Dynasty that ruled the Province of Bahrain

The Jarwanid dynasty (الجروانيون) was an Arab dynasty that ruled Eastern Arabia in the 14th century.

==History==
The Jarwanids belonged to the clan of Bani Malik. It is disputed whether they belonged to the Banu Uqayl—the tribe of their predecessors the Usfurids and their successors the Jabrids—or to the Banu Abdul Qays, to whom the Uyunid dynasty (1076-1235) belonged. The Jarwanids came to power some time in the 14th century, after expelling the forces of Sa'eed ibn Mughamis, the chief of the Muntafiq tribe based in the Iraqi city of Basrah.

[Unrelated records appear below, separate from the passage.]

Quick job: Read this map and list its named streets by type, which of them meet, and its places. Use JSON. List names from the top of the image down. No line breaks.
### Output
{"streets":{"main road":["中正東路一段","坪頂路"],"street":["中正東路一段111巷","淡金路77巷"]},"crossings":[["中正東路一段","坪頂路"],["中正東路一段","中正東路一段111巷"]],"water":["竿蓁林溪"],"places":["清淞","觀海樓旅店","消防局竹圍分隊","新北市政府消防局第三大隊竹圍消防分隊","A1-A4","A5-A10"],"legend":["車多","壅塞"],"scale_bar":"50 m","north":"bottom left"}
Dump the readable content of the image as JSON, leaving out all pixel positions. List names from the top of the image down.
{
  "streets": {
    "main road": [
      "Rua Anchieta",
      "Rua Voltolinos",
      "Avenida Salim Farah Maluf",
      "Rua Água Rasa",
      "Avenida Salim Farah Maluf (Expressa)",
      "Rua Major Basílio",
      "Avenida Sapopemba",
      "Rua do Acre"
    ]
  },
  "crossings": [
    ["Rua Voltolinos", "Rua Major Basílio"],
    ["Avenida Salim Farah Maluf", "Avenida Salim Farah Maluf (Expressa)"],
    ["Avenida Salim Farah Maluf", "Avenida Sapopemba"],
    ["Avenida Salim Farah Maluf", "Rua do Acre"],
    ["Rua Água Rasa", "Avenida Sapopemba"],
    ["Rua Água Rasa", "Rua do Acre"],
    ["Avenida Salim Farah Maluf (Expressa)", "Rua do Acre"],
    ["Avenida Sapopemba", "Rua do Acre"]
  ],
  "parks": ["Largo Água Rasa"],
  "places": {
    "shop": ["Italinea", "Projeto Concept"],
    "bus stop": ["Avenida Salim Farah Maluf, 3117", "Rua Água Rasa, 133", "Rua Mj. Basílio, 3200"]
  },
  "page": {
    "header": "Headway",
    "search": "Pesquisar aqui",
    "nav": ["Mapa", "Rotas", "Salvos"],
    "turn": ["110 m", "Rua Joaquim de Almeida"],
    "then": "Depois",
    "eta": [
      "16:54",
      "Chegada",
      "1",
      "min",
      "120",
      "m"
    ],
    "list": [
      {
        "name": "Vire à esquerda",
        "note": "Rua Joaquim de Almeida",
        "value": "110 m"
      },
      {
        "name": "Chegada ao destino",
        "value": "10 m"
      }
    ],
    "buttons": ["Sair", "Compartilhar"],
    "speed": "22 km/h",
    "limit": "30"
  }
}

Contemporary sources such Ibn Battuta and Ibn Hajar describe the Jarwanids as being "extreme Rawafidh," a term for Shi'ites who rejected the first three Caliphs, while a 15th-century Sunni scholar from Egypt describes them as being "remnants of the Qarmatians." Historian Juan Cole concludes from this that they were Isma'ilis. However, the Twelver Shi'ite sect was promoted under their rule, and Twelver scholars held the judgeships and other important positions, including the chief of the hisba. Also, unlike under the Qarmatians, Islamic prayers were held in the mosques under Jarwanid rule, and prayer was called under the Shi'ite formula. A Twelver scholar of the 14th century, Jamaluddeen Al-Mutawwa', belonged to the house of Jarwan. According to Al-Humaydan, who specialized in the history of eastern Arabia, the Jarwanids were Twelvers, and the term "Qaramita" was used simply as an epithet for "Shi'ite."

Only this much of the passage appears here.